### [What to do]
Please output the data below exactly as given, starting at its first line and stopping after the line that contains "[1568,450,1570,470,1525,474,1523,454,1568,450]".

(Records from a data source)
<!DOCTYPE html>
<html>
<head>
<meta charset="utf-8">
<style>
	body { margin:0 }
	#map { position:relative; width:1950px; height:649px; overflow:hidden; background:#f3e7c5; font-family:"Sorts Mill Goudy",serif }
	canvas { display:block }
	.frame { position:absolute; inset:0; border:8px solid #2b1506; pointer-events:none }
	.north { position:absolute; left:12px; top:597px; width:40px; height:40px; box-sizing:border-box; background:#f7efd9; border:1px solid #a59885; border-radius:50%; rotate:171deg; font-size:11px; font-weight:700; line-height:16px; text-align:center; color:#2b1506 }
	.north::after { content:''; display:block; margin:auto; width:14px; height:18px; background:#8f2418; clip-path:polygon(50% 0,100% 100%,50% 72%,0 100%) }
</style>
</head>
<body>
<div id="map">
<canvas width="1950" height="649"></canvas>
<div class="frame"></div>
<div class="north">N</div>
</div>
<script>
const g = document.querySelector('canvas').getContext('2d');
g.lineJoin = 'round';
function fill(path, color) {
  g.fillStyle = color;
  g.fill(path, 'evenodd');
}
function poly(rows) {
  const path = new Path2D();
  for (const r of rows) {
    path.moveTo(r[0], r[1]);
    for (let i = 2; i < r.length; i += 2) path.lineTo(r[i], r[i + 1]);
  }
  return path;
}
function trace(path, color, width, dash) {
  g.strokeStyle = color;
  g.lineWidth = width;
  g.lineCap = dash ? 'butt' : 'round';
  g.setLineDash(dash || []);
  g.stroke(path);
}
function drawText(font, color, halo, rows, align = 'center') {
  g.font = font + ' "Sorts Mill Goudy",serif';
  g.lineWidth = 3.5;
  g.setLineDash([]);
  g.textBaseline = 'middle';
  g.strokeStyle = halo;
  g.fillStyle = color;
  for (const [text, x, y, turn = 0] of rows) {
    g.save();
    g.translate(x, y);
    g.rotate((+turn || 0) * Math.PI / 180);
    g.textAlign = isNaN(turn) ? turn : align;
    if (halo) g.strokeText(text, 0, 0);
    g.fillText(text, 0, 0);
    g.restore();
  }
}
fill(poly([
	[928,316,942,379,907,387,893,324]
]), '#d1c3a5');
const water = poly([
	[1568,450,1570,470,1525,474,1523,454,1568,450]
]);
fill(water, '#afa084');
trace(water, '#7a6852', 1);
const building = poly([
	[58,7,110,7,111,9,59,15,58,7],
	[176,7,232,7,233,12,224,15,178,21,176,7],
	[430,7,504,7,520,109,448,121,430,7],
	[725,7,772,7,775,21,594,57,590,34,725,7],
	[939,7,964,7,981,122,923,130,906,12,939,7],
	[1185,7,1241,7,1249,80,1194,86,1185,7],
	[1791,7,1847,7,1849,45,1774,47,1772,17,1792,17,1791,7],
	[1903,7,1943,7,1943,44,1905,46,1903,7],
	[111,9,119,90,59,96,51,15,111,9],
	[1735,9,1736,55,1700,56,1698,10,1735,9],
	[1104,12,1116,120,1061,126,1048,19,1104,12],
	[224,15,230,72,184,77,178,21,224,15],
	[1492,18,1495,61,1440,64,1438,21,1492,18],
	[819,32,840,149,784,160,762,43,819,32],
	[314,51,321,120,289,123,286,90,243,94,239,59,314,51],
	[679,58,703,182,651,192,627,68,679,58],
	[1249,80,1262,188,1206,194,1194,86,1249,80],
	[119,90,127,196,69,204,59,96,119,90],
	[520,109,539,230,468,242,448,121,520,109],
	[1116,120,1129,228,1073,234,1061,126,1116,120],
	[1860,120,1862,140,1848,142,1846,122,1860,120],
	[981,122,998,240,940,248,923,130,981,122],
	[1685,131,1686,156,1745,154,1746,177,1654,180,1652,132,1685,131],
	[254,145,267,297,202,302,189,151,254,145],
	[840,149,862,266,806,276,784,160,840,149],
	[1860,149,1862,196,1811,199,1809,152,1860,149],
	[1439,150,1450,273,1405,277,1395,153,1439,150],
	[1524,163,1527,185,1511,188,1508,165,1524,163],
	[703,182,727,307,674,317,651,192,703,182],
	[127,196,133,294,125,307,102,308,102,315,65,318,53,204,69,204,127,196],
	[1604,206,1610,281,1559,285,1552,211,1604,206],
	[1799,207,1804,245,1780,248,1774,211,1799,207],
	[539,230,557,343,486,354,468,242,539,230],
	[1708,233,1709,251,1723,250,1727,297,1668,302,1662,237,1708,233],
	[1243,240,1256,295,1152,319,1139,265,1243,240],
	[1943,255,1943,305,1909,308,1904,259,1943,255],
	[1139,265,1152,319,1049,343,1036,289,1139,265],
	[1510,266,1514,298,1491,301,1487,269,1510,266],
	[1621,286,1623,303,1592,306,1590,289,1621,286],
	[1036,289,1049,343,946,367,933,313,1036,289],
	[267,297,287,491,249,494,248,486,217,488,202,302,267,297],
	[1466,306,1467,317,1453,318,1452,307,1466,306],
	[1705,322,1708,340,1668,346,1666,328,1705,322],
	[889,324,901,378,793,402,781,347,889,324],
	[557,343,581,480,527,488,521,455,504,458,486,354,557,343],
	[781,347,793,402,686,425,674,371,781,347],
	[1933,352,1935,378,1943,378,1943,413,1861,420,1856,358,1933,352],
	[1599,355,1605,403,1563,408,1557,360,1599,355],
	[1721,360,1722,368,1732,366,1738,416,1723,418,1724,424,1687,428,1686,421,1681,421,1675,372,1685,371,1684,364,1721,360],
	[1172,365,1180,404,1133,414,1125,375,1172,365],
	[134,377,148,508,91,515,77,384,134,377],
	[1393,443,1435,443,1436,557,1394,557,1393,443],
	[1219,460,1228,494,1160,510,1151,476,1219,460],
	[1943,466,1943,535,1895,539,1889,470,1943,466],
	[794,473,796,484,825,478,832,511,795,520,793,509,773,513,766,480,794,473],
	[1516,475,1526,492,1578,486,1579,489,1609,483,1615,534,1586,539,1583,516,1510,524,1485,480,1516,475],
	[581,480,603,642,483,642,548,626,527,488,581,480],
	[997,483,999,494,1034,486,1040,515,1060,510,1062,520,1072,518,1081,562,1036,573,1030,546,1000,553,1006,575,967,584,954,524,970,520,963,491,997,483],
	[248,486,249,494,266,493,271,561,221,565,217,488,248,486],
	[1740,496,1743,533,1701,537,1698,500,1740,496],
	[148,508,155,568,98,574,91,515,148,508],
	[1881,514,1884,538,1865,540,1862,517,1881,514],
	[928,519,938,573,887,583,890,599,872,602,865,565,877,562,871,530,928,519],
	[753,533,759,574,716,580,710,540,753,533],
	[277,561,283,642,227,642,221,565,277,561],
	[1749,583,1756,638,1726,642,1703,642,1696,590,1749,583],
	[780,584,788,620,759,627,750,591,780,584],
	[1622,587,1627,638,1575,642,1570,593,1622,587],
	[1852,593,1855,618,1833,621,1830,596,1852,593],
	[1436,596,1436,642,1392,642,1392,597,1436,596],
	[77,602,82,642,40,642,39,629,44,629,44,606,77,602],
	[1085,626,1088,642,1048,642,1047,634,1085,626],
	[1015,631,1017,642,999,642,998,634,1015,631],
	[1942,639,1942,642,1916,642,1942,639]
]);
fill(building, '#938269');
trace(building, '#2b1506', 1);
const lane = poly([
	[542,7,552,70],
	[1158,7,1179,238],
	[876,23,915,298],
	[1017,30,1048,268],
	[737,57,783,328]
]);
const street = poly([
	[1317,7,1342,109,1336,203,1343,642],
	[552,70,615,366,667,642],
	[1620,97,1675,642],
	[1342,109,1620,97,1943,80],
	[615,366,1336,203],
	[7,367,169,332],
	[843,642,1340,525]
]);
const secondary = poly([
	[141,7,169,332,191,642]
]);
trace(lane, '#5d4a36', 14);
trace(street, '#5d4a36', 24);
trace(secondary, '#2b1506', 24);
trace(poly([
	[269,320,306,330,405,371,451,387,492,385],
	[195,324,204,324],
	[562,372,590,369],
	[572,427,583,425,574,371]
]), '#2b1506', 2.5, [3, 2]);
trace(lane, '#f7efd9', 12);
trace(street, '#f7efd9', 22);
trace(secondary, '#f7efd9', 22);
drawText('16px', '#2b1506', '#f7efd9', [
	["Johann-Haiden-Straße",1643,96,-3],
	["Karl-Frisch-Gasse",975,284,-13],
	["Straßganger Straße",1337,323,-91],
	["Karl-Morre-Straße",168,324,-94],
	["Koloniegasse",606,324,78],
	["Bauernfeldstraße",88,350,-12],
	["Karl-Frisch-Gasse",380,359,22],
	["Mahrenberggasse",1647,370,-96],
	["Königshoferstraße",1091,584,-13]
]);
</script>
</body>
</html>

### [Worked solution]
<!DOCTYPE html>
<html>
<head>
<meta charset="utf-8">
<style>
	body { margin:0 }
	#map { position:relative; width:1950px; height:649px; overflow:hidden; background:#f3e7c5; font-family:"Sorts Mill Goudy",serif }
	canvas { display:block }
	.frame { position:absolute; inset:0; border:8px solid #2b1506; pointer-events:none }
	.north { position:absolute; left:12px; top:597px; width:40px; height:40px; box-sizing:border-box; background:#f7efd9; border:1px solid #a59885; border-radius:50%; rotate:171deg; font-size:11px; font-weight:700; line-height:16px; text-align:center; color:#2b1506 }
	.north::after { content:''; display:block; margin:auto; width:14px; height:18px; background:#8f2418; clip-path:polygon(50% 0,100% 100%,50% 72%,0 100%) }
</style>
</head>
<body>
<div id="map">
<canvas width="1950" height="649"></canvas>
<div class="frame"></div>
<div class="north">N</div>
</div>
<script>
const g = document.querySelector('canvas').getContext('2d');
g.lineJoin = 'round';
function fill(path, color) {
  g.fillStyle = color;
  g.fill(path, 'evenodd');
}
function poly(rows) {
  const path = new Path2D();
  for (const r of rows) {
    path.moveTo(r[0], r[1]);
    for (let i = 2; i < r.length; i += 2) path.lineTo(r[i], r[i + 1]);
  }
  return path;
}
function trace(path, color, width, dash) {
  g.strokeStyle = color;
  g.lineWidth = width;
  g.lineCap = dash ? 'butt' : 'round';
  g.setLineDash(dash || []);
  g.stroke(path);
}
function drawText(font, color, halo, rows, align = 'center') {
  g.font = font + ' "Sorts Mill Goudy",serif';
  g.lineWidth = 3.5;
  g.setLineDash([]);
  g.textBaseline = 'middle';
  g.strokeStyle = halo;
  g.fillStyle = color;
  for (const [text, x, y, turn = 0] of rows) {
    g.save();
    g.translate(x, y);
    g.rotate((+turn || 0) * Math.PI / 180);
    g.textAlign = isNaN(turn) ? turn : align;
    if (halo) g.strokeText(text, 0, 0);
    g.fillText(text, 0, 0);
    g.restore();
  }
}
fill(poly([
	[928,316,942,379,907,387,893,324]
]), '#d1c3a5');
const water = poly([
	[1568,450,1570,470,1525,474,1523,454,1568,450]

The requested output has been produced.